Stack Abuse: Bubble Sort in Python

Introduction

For most people, Bubble Sort is likely the first sorting algorithm they heard of in their Computer Science course.

It's highly intuitive and easy to "translate" into code, which is important for new software developers so they can ease themselves into turning ideas into a form that can be executed on a computer. However, Bubble Sort is one of the worst-performing sorting algorithms in every case except checking whether the array is already sorted, where it often outperforms more efficient sorting algorithms like Quick Sort.

Bubble Sort

The idea behind Bubble Sort is very simple, we look at pairs of adjacent elements in an array, one pair at a time, and swap their positions if the first element is larger than the second, or simply move on if it isn't. Let's look at an example and sort the array 8, 5, 3, 1, 4, 7, 9:

bubble sort

If you focus on the first number, the number 8, you can see it "bubbling up" the array into the correct place. Then, this process is repeated for the number 5 and so on.

Implementation

With the visualization out of the way, let's go ahead and implement the algorithm.

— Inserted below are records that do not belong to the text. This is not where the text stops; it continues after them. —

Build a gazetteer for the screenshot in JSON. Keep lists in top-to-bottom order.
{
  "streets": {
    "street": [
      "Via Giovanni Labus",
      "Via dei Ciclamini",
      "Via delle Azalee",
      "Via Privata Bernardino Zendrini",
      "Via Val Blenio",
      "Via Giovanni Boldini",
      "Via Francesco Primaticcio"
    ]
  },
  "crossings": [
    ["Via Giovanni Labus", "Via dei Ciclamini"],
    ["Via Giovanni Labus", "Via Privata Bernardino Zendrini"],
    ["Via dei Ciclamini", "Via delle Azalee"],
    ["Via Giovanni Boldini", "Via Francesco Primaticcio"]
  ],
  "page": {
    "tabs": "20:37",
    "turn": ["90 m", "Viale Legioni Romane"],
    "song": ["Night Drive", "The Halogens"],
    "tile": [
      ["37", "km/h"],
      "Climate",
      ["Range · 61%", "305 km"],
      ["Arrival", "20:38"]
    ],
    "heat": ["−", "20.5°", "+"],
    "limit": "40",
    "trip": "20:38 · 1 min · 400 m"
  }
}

Again, it's extremely simple:

def bubble_sort(our_list):
    # We go through the list as many times as there are elements
    for i in range(len(our_list)):
        # We want the last pair of adjacent elements to be (n-2, n-1)
        for j in range(len(our_list) - 1):
            if our_list[j] > our_list[j+1]:
                # Swap
                our_list[j], our_list[j+1] = our_list[j+1], our_list[j]

Now, let's populate a list and call the algorithm on it:

our_list = [19, 13, 6, 2, 18, 8]
bubble_sort(our_list)
print(our_list)

Output:

[2, 6, 8, 13, 18, 19]

Optimization

The simple implementation did its job, but there are two optimizations we can make here.

When no swaps are made, that means that the list is sorted. Though, with the previously implemented algorithm, it'll keep evaluating the rest of the list even though it really doesn't need to. To fix this, we'll keep a boolean flag and check if any swaps were made in the previous iteration.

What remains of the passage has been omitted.